Padre Caballero arrived in northern Baja California in late
1814. The records show he performed a burial service at
Mission San Vicente on December 15 of that year. In May
1815, Caballero was assigned to Mission San Miguel to
replace Padre Tomás Ahumada, who had been the resident
missionary there since 1809. Caballero was one of just five
missionaries in northern Baja California that year.

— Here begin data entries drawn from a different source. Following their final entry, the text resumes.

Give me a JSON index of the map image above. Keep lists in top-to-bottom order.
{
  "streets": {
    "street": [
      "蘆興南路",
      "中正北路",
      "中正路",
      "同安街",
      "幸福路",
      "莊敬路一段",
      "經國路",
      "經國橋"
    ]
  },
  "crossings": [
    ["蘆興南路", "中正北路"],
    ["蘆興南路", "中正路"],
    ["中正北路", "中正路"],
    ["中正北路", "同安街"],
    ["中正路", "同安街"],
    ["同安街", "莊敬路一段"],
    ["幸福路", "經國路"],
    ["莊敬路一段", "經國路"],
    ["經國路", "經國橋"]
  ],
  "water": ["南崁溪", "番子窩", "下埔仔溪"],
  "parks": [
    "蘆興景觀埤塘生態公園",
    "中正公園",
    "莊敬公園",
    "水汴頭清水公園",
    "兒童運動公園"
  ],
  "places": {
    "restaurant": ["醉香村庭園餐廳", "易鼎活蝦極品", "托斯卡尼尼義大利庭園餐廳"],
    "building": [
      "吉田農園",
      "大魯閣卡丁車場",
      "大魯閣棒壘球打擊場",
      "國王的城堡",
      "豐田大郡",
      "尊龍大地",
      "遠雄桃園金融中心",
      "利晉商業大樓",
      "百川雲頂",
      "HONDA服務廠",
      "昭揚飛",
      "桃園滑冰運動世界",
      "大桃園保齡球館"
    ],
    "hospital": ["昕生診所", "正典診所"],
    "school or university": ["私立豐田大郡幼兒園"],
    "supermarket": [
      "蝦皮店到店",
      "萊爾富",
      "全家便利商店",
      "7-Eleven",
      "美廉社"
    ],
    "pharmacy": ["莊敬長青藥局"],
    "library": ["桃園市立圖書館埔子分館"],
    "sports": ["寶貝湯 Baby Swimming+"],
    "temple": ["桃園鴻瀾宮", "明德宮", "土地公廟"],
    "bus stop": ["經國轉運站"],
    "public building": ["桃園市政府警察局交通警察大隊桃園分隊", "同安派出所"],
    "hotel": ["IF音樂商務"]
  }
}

In 1819, two more Dominicans arrived in Baja California and
Felix Caballero was placed in charge of Mission Santa Catalina
from 1819 to 1822. Major events transpired in 1822 for the
people of Baja California. They learned that Spain had lost
Mexico after eleven years of war and they were to pledge
their allegiance to the new Mexican Empire. Also, in 1822,
Chilean ships and soldiers, led by English Admiral Thomas
Cochrane, attacked San José del Cabo, Todos Santos, and
Loreto in an attempted invasion.
Mexico’s new emperor, Agustín de Iturbide, was soon
banished by General Santa Anna, and the young country
became a republic. The California missions would continue to
operate without any government assistance, as they had
done for several years during the war. The few remaining
mission padres had to survive on what they could raise or
from trading goods with foreigners. Padre Caballero was able
to succeed at Mission El Descanso, which he re-founded in
1830. Some potentially rich farmlands were just southeast in
a valley called San Marcos. Caballero was anxious to develop
the valley. Chief Jatiñil, who helped Caballero build the new
church at El Descanso, also helped him construct this new
mission. Jatiñil came from Nejí, in the mountains, twenty-five
miles northeast.
Guadalupe, like the new church at El Descanso, was a
personal project of Caballero. The Spanish mission program
was over, and while Mexico ordered that the missions be
secularized in 1833, the law was rescinded for the California
missions in 1835. They could continue to operate and serve
the Indians until each mission was abandoned or the priest
of that mission died.
According to the research of Rev. Albert Nieser, O.P.,
Caballero built the mission for newly arriving mainland
settlers, not the Indians. Chief Jatiñil provided help for
Caballero every year with harvesting crops as well as
constructing Caballero’s mission buildings. Jatiñil also helped
Caballero in fighting other Indian tribes that attacked Mission
Santa Catalina. Jatiñil’s father had told him that the land
would belong to the gente de razon or “people of reason”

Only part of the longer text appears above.